91Ó°ÊÓ

Kinetic energy is a crucial concept in projectile motion, as it describes the energy a projectile possesses due to its motion. At any given point during the projectile's trajectory, the kinetic energy can be calculated using the formula \( KE = \frac{1}{2} m v^2 \), where \( m \) is the mass of the projectile and \( v \) represents its velocity.
To understand how kinetic energy changes, let's consider two points: the launch point and the highest point in the projectile's path. Initially, when the projectile is launched, its total velocity is \( v_0 \), and the kinetic energy at this point, termed as \( KE_0 \), is \( \frac{1}{2} m v_0^2 \).
At the highest point, the vertical component of velocity becomes zero, leaving only the horizontal component, \( v_0 \cos\theta \). Therefore, the kinetic energy at the highest point, \( KE_h \), is \( \frac{1}{2} m (v_0 \cos\theta)^2 \).
This change in velocity directly influences the kinetic energy, which is reflected in the given energy ratio of 3:4 between the highest point and launch. Understanding this dynamic helps in grasping how energy is conserved and transformed in projectile motion.

When a projectile is launched, it undergoes a change in velocity in its path of motion. The change in velocity is characterized by variations in its vertical and horizontal components. The important thing to note is that horizontal velocity remains constant, untouched by the force of gravity.
The vertical component of the velocity is affected due to gravity.
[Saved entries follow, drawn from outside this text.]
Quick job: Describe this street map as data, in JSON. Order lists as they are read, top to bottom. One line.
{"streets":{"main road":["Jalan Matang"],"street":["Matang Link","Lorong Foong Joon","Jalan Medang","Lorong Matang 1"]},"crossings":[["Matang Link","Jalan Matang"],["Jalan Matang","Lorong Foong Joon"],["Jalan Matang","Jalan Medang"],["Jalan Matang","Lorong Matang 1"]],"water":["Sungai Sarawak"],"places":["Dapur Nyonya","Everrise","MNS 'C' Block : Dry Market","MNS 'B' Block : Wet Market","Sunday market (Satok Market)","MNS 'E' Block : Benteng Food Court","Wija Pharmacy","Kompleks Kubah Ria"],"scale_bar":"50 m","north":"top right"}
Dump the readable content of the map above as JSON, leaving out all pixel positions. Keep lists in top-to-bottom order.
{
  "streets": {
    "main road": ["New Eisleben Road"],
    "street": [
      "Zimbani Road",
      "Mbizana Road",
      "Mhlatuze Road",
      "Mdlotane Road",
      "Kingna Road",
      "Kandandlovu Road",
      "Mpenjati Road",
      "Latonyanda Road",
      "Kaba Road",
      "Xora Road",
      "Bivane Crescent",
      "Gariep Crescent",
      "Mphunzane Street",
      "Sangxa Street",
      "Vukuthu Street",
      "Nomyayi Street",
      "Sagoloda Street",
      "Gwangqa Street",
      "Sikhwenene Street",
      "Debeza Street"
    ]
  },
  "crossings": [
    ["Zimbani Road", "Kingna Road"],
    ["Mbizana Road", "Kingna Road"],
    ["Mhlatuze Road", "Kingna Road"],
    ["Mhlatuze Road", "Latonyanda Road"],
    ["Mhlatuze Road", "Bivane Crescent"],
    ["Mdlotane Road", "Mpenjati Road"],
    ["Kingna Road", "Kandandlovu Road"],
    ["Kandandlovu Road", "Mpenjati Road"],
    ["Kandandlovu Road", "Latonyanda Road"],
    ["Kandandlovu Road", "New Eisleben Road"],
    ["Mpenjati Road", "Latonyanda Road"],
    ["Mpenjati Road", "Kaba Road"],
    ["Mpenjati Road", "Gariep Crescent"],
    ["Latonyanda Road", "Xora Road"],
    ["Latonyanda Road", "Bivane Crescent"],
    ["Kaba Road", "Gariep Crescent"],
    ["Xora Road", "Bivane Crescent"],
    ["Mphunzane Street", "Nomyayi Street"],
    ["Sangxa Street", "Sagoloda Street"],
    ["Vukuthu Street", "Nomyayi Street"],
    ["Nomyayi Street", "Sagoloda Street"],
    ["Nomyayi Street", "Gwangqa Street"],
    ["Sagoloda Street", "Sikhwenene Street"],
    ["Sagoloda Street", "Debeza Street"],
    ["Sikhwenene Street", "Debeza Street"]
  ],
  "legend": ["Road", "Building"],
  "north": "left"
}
Initially, this vertical component is \( v_0 \sin\theta \), and as the projectile reaches its peak, this vertical component diminishes to zero.
The transition from the initial vertical velocity to zero at the highest point marks the total change in vertical velocity. For the given problem where \( \sin^2 \theta = \frac{1}{4} \), we compute \( \sin\theta = \frac{1}{2} \).
This calculation leads us to the change in vertical velocity as \( \Delta v = v_0 \times \frac{1}{2} = \frac{v_0}{2} \), occurring vertically downward. This means the projectile's vertical ascent is exactly countered by gravity, leading to the change in velocity.

In the analysis of projectile motion, trigonometric identities are indispensable in dissecting the components of velocity and energy. Trigonometry allows us to split complex motion into manageable components.
Key identities like \( \sin^2 \theta + \cos^2 \theta = 1 \) are essential for deducing the values of \( \sin \theta \) and \( \cos \theta \). In our given scenario, using the identity helps us find that \( \cos^2 \theta = \frac{3}{4} \).
This helps to express \( \sin^2 \theta \) as \( \sin^2 \theta = 1 - \cos^2 \theta = \frac{1}{4} \). This evaluation simplifies the understanding of how the initial velocity \( v_0 \) splits into horizontal and vertical components.
Such trigonometric decomposition plays a central role in solving the problem step-by-step by providing the necessary relations between the angles and velocities.

The vertical component of velocity is fundamental in understanding the dynamics of projectile motion. This component dictates the projectile's vertical rise and fall during its trajectory.

• At the moment of projection, the vertical component can be expressed as \( v_0 \sin\theta \).
• As the projectile climbs to its peak, this vertical velocity is steadily reduced by gravity until it reaches zero at the highest point.
• This zero vertical velocity at the peak signifies a momentary halt in the vertical motion before gravity pulls the projectile back downward.

When considering the change, it is pivotal to realize that the transformation from \( v_0 \sin\theta \) to 0 represents the change in vertical velocity.
Understanding this change is crucial, as it exemplifies how gravity acts exclusively on the vertical motion in projectile dynamics.
Calculating this change in the context of the exercise, the change in velocity \( \Delta v \) computed as \( \frac{v_0}{2} \) vertically downward, helps clarify the problem's specifics.